Quant à Bussy, qui n’était ni prince ni mari, ces deux positions sociales où la dissimulation est de première nécessité, il sentait une sueur froide couler de ses tempes, il n’osait regarder Diane. Ce trésor, deux fois perdu pour lui, lui faisait mal à voir, si près de son possesseur.

— Et vous, monsieur de Bussy, dit Monsoreau, vous qui venez avec Son Altesse, recevez tous mes remercîments, car c’est presque à vous que je dois la vie.

— Comment ! à moi ! balbutia le jeune homme, croyant que le comte le raillait.

— Sans doute, indirectement, c’est vrai ; mais ma reconnaissance n’est pas moindre, car voici mon sauveur, ajouta-t-il en montrant Remy qui levait des bras désespérés au ciel, et qui eût voulu se cacher dans les entrailles de la terre, c’est à lui que mes amis doivent de me posséder encore.

Et malgré les signes que lui faisait le pauvre docteur pour qu’il gardât le silence, et que lui prenait pour des recommandations hygiéniques, il raconta emphatiquement les soins, l’adresse, l’empressement dont le Haudoin avait fait preuve envers lui.

Le duc fronça le sourcil ; Bussy regarda Remy avec une expression effrayante.

Le pauvre garçon, caché derrière Monsoreau, se contenta de répliquer par un geste qui voulait dire :

— Hélas ! ce n’est point ma faute.

— Au reste, continua le comte, j’ai appris que Remy vous a trouvé un jour mourant comme il m’a trouvé moi-même. C’est un lien d’amitié entre nous ; comptez sur la mienne, monsieur de Bussy : quand Monsoreau aime, il aime bien ; il est vrai que, lorsqu’il hait, c’est comme lorsqu’il aime, c’est de tout son cœur.

Bussy crut remarquer que l’éclair qui avait un instant brillé en prononçant ces paroles dans l’œil fiévreux du comte était à l’adresse de M. le duc d’Anjou.

Le duc ne vit rien.

— Allons donc ! dit-il en descendant de cheval et en offrant la main à Diane. Veuillez, belle Diane, nous faire les honneurs de ce logis, que nous comptions trouver en deuil, et qui continue au contraire à être un séjour de bénédictions et de joie. Quant à vous, Monsoreau, reposez-vous ; le repos sied aux blessés.

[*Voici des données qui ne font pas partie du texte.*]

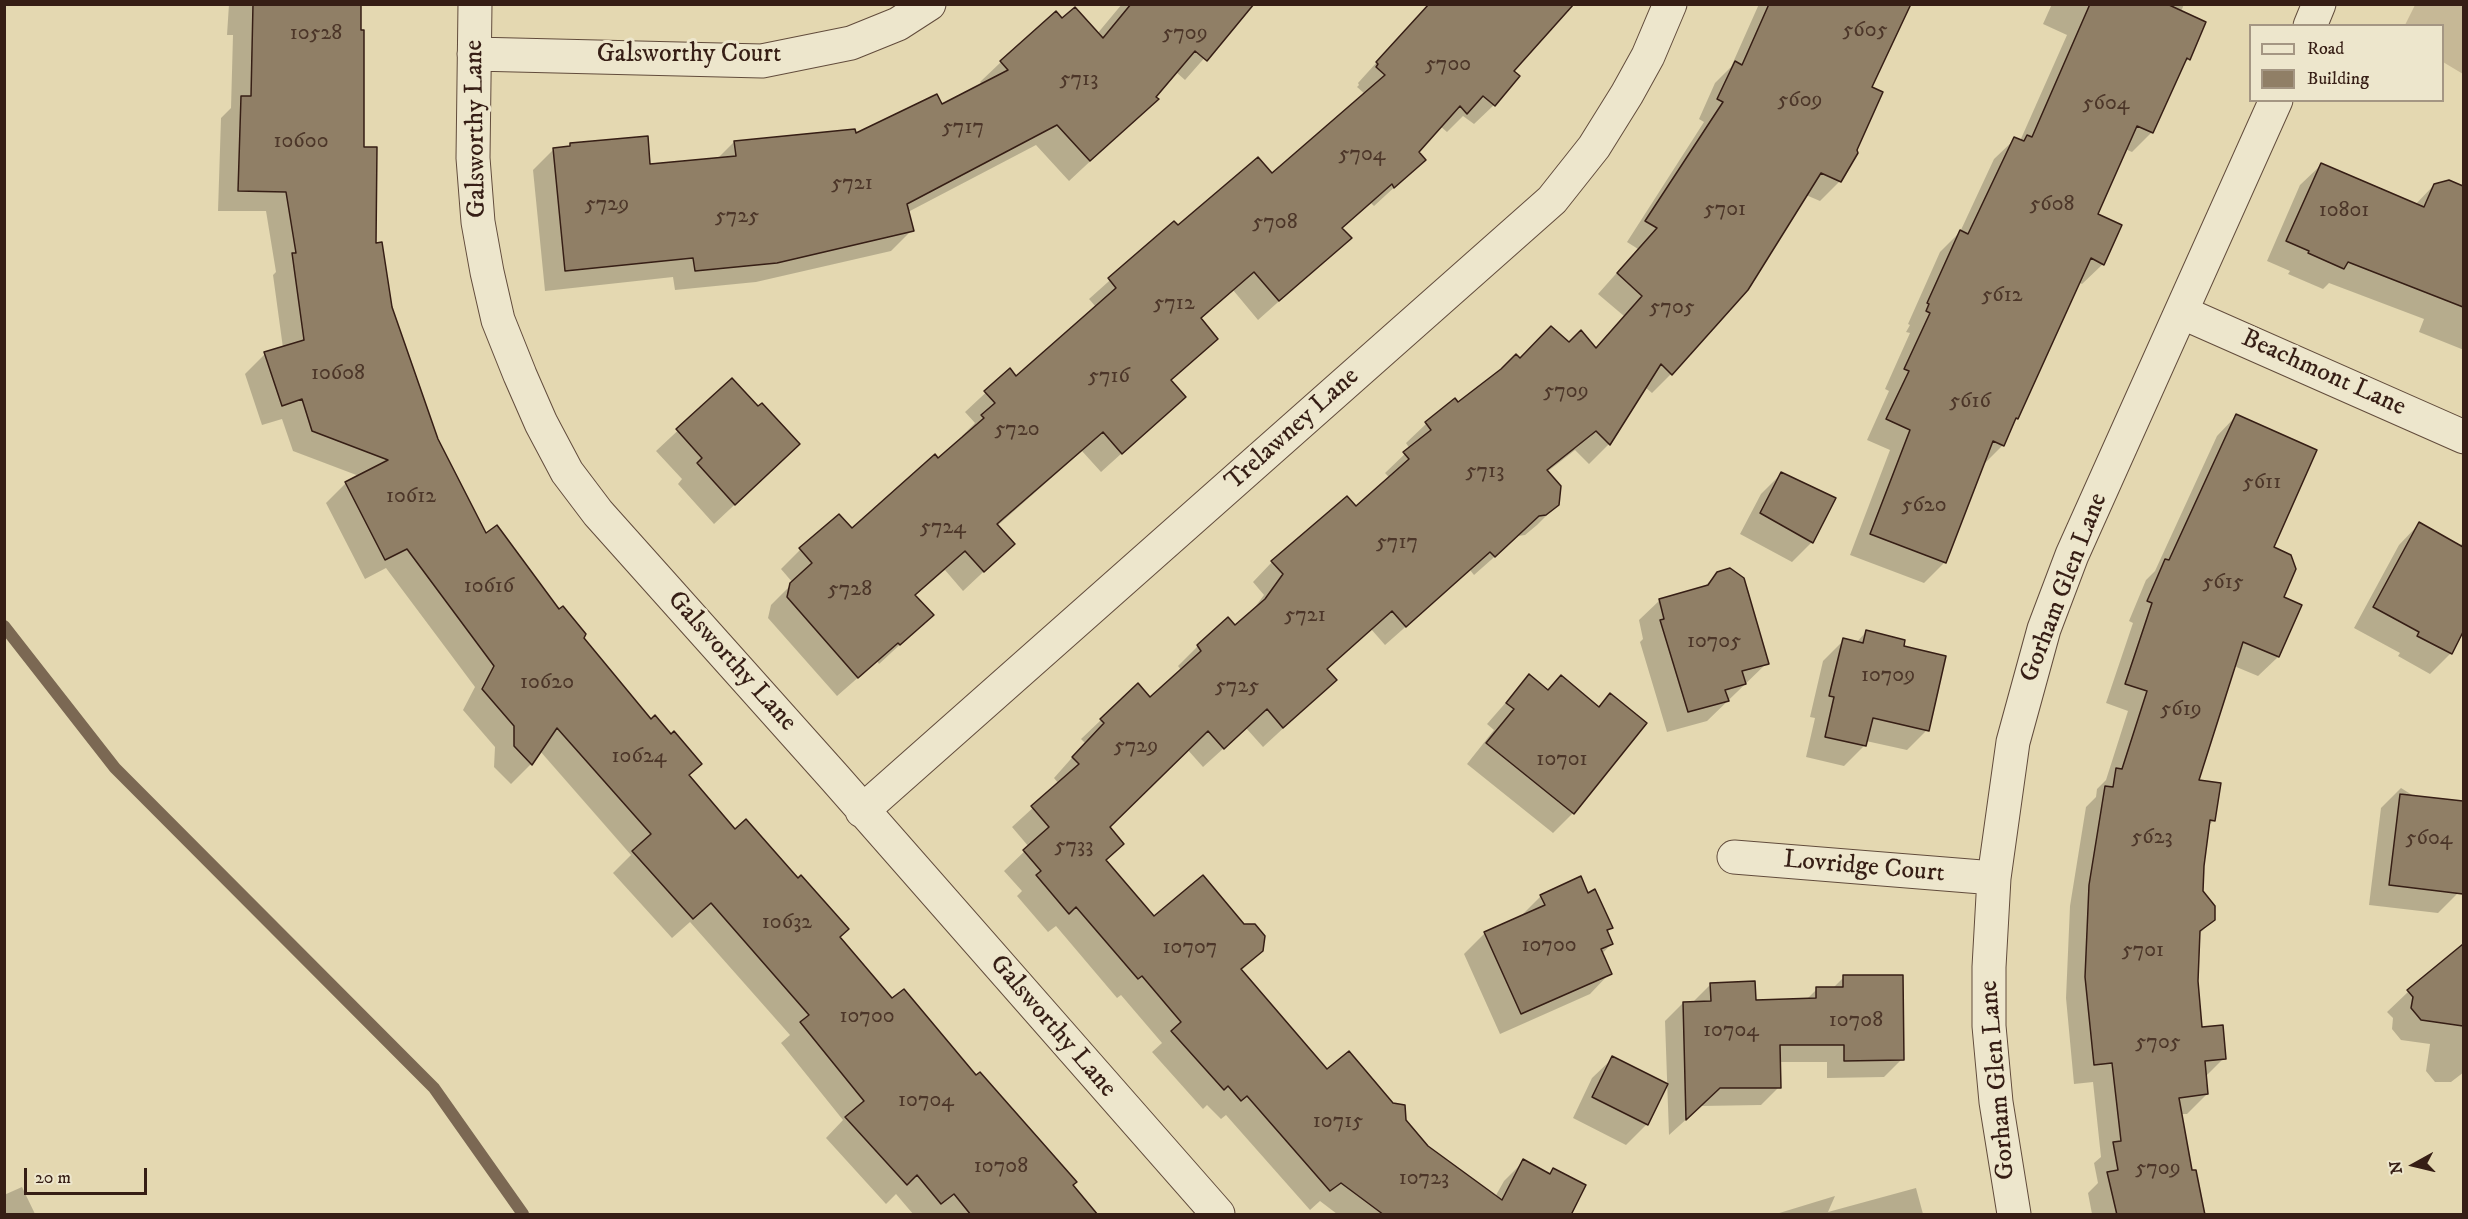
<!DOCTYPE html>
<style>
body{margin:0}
#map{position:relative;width:2468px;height:1219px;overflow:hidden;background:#e4d8b1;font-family:"IM FELL DW Pica",serif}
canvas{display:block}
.frame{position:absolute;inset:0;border:6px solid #361e15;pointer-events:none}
.legend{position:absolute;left:2249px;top:24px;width:195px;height:78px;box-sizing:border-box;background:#ede6cc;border:2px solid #a49683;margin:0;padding:8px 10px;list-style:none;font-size:18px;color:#361e15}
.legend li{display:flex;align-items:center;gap:12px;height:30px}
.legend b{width:30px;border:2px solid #a49683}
.north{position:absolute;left:2384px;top:1135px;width:60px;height:60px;-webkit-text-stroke:4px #ede6cc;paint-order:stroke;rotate:262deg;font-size:16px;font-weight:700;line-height:24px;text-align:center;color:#361e15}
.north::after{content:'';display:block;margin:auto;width:21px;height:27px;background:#361e15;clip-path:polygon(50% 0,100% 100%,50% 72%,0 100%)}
.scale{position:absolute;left:24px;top:1168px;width:123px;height:27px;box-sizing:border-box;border:3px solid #361e15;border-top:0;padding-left:8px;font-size:18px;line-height:21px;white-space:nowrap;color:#361e15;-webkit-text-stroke:4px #ede6cc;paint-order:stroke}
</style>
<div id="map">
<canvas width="2468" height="1219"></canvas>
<div class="frame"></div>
<ul class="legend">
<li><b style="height:8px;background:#ede6cc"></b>Road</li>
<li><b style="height:16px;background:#907f66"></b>Building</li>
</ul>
<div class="north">N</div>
<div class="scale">20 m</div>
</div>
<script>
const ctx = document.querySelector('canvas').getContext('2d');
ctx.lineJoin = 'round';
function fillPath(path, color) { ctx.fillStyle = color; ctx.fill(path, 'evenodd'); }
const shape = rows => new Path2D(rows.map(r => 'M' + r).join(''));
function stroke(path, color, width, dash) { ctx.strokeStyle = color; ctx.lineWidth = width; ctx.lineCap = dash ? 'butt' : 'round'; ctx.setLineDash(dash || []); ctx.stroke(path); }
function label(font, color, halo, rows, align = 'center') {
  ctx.font = font + ' "IM FELL DW Pica",serif'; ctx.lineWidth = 6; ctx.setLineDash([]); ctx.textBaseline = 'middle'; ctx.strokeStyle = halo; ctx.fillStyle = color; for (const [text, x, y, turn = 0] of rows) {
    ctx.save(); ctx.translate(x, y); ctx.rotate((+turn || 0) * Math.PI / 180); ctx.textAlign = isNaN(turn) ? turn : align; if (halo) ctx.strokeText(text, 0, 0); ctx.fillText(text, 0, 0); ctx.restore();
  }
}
fillPath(shape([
 [2415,5,2463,5,2463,74,2443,62,2442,26,2405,25]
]), '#c6b896');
fillPath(shape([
 [229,4,360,4,363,149,374,244,391,307,436,439,486,535,582,638,688,776,735,831,839,937,892,1000,976,1077,1096,1214,913,1214,896,1194,886,1204,826,1138,843,1120,781,1043,790,1035,690,922,672,938,613,873,631,855,540,751,531,764,511,784,494,767,495,747,463,710,475,687,386,568,365,579,326,503,346,483,359,476,293,451,282,419,262,425,245,374,265,354,283,348,273,275,276,272,266,211,218,211,221,118,231,108,233,35,227,35],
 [1122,4,1252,4,1185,80,1176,72,1155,97,1157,99,1069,181,1036,145,908,212,912,230,891,251,756,282,675,290,673,277,545,291,533,170,553,150,567,148,571,145,649,165,717,159,734,142,855,135,942,106,983,85,980,82,1001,62,1056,13,1062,20,1097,34],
 [1759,4,1908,4,1870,88,1840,181,1820,201,1806,195,1671,374,1652,393,1645,387,1609,444,1589,464,1575,450,1547,472,1557,505,1537,525,1525,535,1518,536,1474,575,1470,570,1385,645,1371,629,1326,670,1315,699,1263,747,1246,728,1203,767,1187,749,1108,827,1122,844,1105,861,1154,918,1262,950,1241,971,1327,1071,1404,1121,1427,1148,1495,1197,1504,1181,1524,1161,1548,1175,1553,1169,1569,1214,1337,1214,1320,1201,1310,1210,1226,1115,1221,1119,1207,1105,1203,1109,1152,1052,1162,1043,1121,995,1117,998,1056,926,1048,932,1017,896,1022,891,1004,871,1029,847,1012,827,1059,784,1054,778,1085,743,1081,739,1101,720,1150,699,1182,671,1178,666,1198,646,1235,627,1250,614,1264,595,1253,582,1272,562,1356,508,1390,478,1385,473,1410,449,1406,443,1426,424,1455,400,1458,404,1520,360,1568,344,1595,349,1624,316,1598,294,1638,249,1627,242,1704,122,1699,119,1715,83,1731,67],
 [2052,4,2184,4,2181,12,2188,59,2182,66,2152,132,2132,152,2125,149,2096,214,2103,264,2082,284,2078,282,2017,418,2012,423,2002,446,1982,466,1945,562,1924,583,1850,555,1890,450,1867,440,1889,391,1885,389,1910,333,1906,332,1910,325,1908,324,1940,252,1960,232,1994,159,2015,139,2020,141,2067,35,2043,24],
 [1416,19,1512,71,1494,105,1474,124,1463,116,1447,132,1440,126,1417,152,1424,160,1374,206,1371,203,1341,229,1350,238,1258,320,1233,290,1200,320,1216,339,1170,381,1184,397,1101,472,1082,451,997,526,1013,544,963,591,945,570,914,596,932,615,879,664,877,661,837,696,768,618,771,605,793,583,781,569,800,550,852,530,964,438,962,436,975,423,965,412,1009,371,1016,378,1096,307,1089,299,1174,223,1178,227,1272,175,1365,94,1357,87,1359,85,1358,83],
 [2321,165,2415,205,2434,185,2449,181,2464,188,2464,350,2419,332,2424,319,2329,283,2323,289,2288,274,2290,271,2267,261,2300,185],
 [732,380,777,465,714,524,678,484,682,479,656,451],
 [2236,416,2272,548,2282,598,2300,606,2278,657,2258,676,2234,666,2197,781,2214,820,2208,826,2202,866,2202,892,2213,920,2198,935,2197,981,2201,1029,2224,1058,2205,1077,2207,1094,2187,1114,2180,1114,2191,1172,2203,1214,2092,1214,2088,1193,2098,1183,2094,1163,2101,1157,2093,1082,2074,1084,2066,998,2070,906,2086,807,2096,797,2097,789,2106,780,2128,711,2106,703,2133,623,2129,621,2146,580,2155,571,2217,436],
 [1781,474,1812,542,1792,562,1740,534,1761,494],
 [2419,524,2459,546,2464,542,2464,629,2451,653,2430,674,2398,656,2400,653,2354,628,2399,545],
 [1718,573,1767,663,1707,721,1667,732,1640,642,1643,639,1639,620,1660,600,1703,588],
 [1866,632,1902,647,1927,730,1907,750,1866,741,1864,746,1844,766,1806,757,1815,718,1810,717,1823,661,1844,640,1856,643],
 [1529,676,1547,691,1561,677,1597,708,1610,695,1573,813,1553,833,1467,764,1494,730,1487,724],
 [2401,788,2433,808,2440,800,2464,803,2464,878,2457,885,2458,893,2438,913,2369,905,2381,808],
 [1587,895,1611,928,1607,932,1612,943,1602,954,1610,973,1590,994,1500,1034,1464,954,1485,933,1521,916,1541,896],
 [2464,945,2464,1072,2451,1082,2435,1082,2426,1071,2430,1044,2401,1040,2392,1029,2393,1018,2387,1012,2408,992],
 [1844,977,1902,1059,1884,1077,1827,1078,1827,1062,1779,1062,1779,1087,1761,1105,1701,1106,1669,1135,1665,1021,1683,1003,1693,1002,1711,984,1754,1001,1806,1000,1817,989,1832,989],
 [1613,1058,1647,1124,1626,1145,1573,1118,1592,1078],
 [22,1187,35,1214,4,1214,4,1195],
 [1916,1188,1923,1214,1776,1214,1835,1196,1828,1212]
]), '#0003');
stroke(shape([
 [4,626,115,768,434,1088,523,1214]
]), '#7b6853', 12);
const building = shape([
 [253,4,361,4,361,30,364,30,364,147,377,147,376,243,382,242,392,307,438,439,486,533,497,525,559,609,563,606,586,634,584,638,651,719,655,715,671,734,674,731,702,764,689,775,735,829,746,819,798,878,801,875,849,929,840,937,892,998,904,989,976,1075,980,1072,1077,1182,1073,1185,1098,1215,971,1215,954,1194,941,1204,917,1175,907,1185,845,1117,864,1101,800,1022,809,1015,711,903,693,919,632,851,651,834,557,728,532,765,514,746,514,726,482,689,494,666,407,549,385,560,345,482,388,460,312,431,302,399,282,406,264,352,304,340,292,253,296,253,286,192,238,191,241,96,251,96,253,4],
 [1131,4,1254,4,1207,61,1195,51,1156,97,1159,99,1090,161,1057,125,907,204,914,231,777,263,695,271,693,258,565,271,553,148,570,146,570,143,648,136,650,164,736,156,734,141,855,129,856,133,937,94,942,104,1008,70,1000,61,1056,11,1062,18,1075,7,1103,38,1131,4],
 [1429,4,1574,4,1514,71,1520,76,1495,106,1483,96,1467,114,1460,106,1419,152,1426,160,1394,188,1392,184,1342,228,1352,238,1279,301,1254,272,1201,318,1218,339,1171,380,1186,397,1122,454,1103,432,997,524,1015,544,984,572,965,551,915,595,934,615,900,645,898,643,858,678,787,597,790,583,812,563,799,548,839,514,852,528,935,454,938,458,984,418,981,415,995,403,984,391,1010,368,1016,376,1116,288,1108,278,1174,221,1178,225,1258,157,1272,173,1385,75,1376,67,1378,64,1376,62,1429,4],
 [1769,4,1911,4,1872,87,1883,92,1857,150,1858,153,1841,182,1821,173,1748,290,1672,375,1661,364,1610,445,1596,431,1547,470,1561,486,1559,505,1546,515,1539,516,1495,557,1490,552,1406,627,1392,611,1327,669,1337,680,1283,728,1267,709,1224,749,1208,731,1110,827,1124,844,1106,860,1154,916,1203,875,1244,924,1255,924,1265,936,1263,951,1241,969,1327,1069,1349,1051,1393,1103,1405,1105,1406,1120,1428,1146,1502,1200,1523,1159,1550,1174,1553,1168,1586,1185,1571,1215,1384,1215,1341,1183,1330,1191,1247,1096,1241,1101,1228,1086,1224,1090,1171,1031,1181,1022,1142,976,1138,979,1076,907,1069,914,1036,875,1041,871,1023,850,1049,827,1031,806,1079,764,1072,757,1104,723,1100,719,1138,683,1150,697,1201,651,1197,645,1228,617,1235,625,1265,599,1283,574,1271,561,1347,496,1356,506,1409,459,1403,452,1431,430,1425,422,1455,398,1458,402,1501,369,1516,354,1520,358,1551,326,1569,342,1581,330,1596,348,1642,296,1617,273,1657,228,1645,221,1723,102,1717,99,1735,61,1742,65,1769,4],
 [2090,4,2167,4,2206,22,2190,60,2187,58,2153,133,2137,126,2098,214,2122,225,2104,265,2091,258,2018,419,2016,418,2004,446,1993,441,1946,563,1870,534,1910,430,1886,419,1909,371,1904,369,1930,313,1926,311,1929,304,1927,303,1960,230,1968,234,2014,137,2024,141,2027,135,2032,137,2090,4],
 [2321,163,2424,207,2434,184,2449,180,2463,186,2463,307,2348,262,2344,269,2308,253,2309,251,2286,241,2321,163],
 [732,378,758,406,762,403,800,444,735,505,697,463,702,458,676,429,732,378],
 [2236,414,2317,450,2274,547,2291,555,2296,569,2284,597,2302,605,2279,657,2243,642,2199,780,2221,783,2215,821,2210,820,2204,866,2203,891,2215,906,2215,920,2200,931,2198,981,2202,1027,2223,1025,2226,1059,2205,1061,2208,1094,2179,1098,2192,1170,2196,1170,2205,1215,2117,1215,2107,1172,2118,1170,2113,1142,2121,1141,2112,1063,2094,1065,2085,977,2089,885,2105,786,2113,787,2116,768,2122,769,2147,691,2125,684,2152,603,2147,601,2165,559,2169,560,2236,414],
 [1781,472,1836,498,1813,543,1760,513,1781,472],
 [2419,522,2463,547,2463,632,2452,654,2417,636,2419,632,2373,607,2419,522],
 [1730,568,1744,578,1769,664,1742,671,1746,684,1725,690,1729,701,1688,712,1660,620,1664,619,1659,599,1708,585,1717,572,1730,568],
 [1866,630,1905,640,1904,646,1946,656,1929,731,1873,718,1866,746,1825,737,1834,697,1829,696,1843,638,1863,643,1866,630],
 [1529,674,1548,690,1561,675,1599,707,1610,693,1647,723,1574,814,1486,743,1514,709,1506,703,1529,674],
 [2400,794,2463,801,2463,894,2389,885,2400,794],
 [1581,876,1588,893,1595,889,1613,928,1607,930,1613,944,1601,949,1612,974,1521,1014,1484,932,1545,905,1540,895,1581,876],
 [2463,944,2463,1026,2421,1020,2411,1008,2413,997,2407,990,2463,944],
 [1843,975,1903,975,1904,1060,1844,1061,1844,1045,1780,1045,1781,1088,1720,1088,1686,1120,1683,1002,1711,1001,1710,983,1755,981,1756,1000,1816,998,1816,987,1843,987,1843,975],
 [1612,1056,1668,1084,1648,1125,1592,1097,1612,1056]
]);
fillPath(building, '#907f66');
stroke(building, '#361e15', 1.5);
const street = shape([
 [475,4,473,158,478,222,487,272,498,320,520,375,541,423,567,472,598,513,835,778,1218,1214],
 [2310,26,2319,4],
 [474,54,762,61,851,43,898,24,929,4],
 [2181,312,2464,437],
 [862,811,1552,200,1594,147,1627,94,1648,56,1670,4],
 [1734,857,1994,878],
 [2014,1214,1996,1102,1989,1026,1989,967,1994,878,2013,742,2044,629,2072,555,2276,100]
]);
stroke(street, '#624c3c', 35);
stroke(street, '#ede6cc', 33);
label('22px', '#4c3629', null, [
 ["5605",1865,31],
 ["10528",316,34],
 ["5709",1185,34],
 ["5700",1448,65],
 ["5713",1079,80],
 ["5609",1800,101],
 ["5604",2106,104],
 ["5717",963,128],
 ["10600",301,142],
 ["5704",1362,155],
 ["5721",852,184],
 ["5729",607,205],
 ["5608",2052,205],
 ["5701",1725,210],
 ["10801",2344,211],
 ["5725",737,217],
 ["5708",1275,223],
 ["5612",2002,296],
 ["5712",1174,304],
 ["5705",1672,308],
 ["10608",338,374],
 ["5716",1109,377],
 ["5709",1566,392],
 ["5616",1970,402],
 ["5720",1017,430],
 ["5713",1485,472],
 ["5611",2262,483],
 ["10612",411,497],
 ["5620",1924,506],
 ["5724",943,528],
 ["5717",1397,543],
 ["5615",2223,583],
 ["10616",489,587],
 ["5728",850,590],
 ["5721",1305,616],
 ["10705",1714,642],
 ["10709",1888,676],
 ["10620",547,683],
 ["5725",1237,687],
 ["5619",2181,710],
 ["5729",1136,747],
 ["10624",639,757],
 ["10701",1562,760],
 ["5623",2152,838],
 ["5604",2429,839],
 ["5733",1074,847],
 ["10632",787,923],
 ["10700",1549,946],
 ["10707",1190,948],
 ["5701",2143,951],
 ["10700",867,1017],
 ["10708",1856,1021],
 ["10704",1731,1031],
 ["5705",2158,1043],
 ["10704",926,1101],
 ["10715",1338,1122],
 ["10708",1001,1167],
 ["5709",2158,1169],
 ["10723",1424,1179]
]);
label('26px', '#361e15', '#ede6cc', [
 ["Galsworthy Court",689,56],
 ["Galsworthy Lane",477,129,-91],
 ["Beachmont Lane",2323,374,24],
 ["Trelawney Lane",1293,430,-42],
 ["Gorham Glen Lane",2065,588,-69],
 ["Galsworthy Lane",731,662,48],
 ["Lovridge Court",1864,868,5],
 ["Galsworthy Lane",1052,1027,49],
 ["Gorham Glen Lane",1999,1080,-95]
]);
</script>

— Monseigneur, dit le comte, il ne sera pas dit que vous viendrez chez Monsoreau vivant, et que, tant que Monsoreau vivra, un autre fera à Votre Altesse les honneurs de son logis ; mes gens me porteront, et, partout où vous irez, j’irai.

Pour le coup, on eût cru que le duc démêlait la véritable pensée du comte, car il quitta la main de Diane.

Dès lors Monsoreau respira.

— Approchez d’elle, dit tout bas Remy à l’oreille de Bussy.

Bussy s’approcha de Diane, et Monsoreau leur sourit, Bussy prit la main de Diane, et Monsoreau lui sourit encore.

— Voilà bien du changement, monsieur le comte, dit Diane à demi-voix.

— Hélas ! murmura Bussy, que n’est-il plus grand encore !

Il va sans dire que le baron déploya, à l’égard du prince et des gentilshommes qui l’accompagnaient, tout le faste de sa patriarcale hospitalité.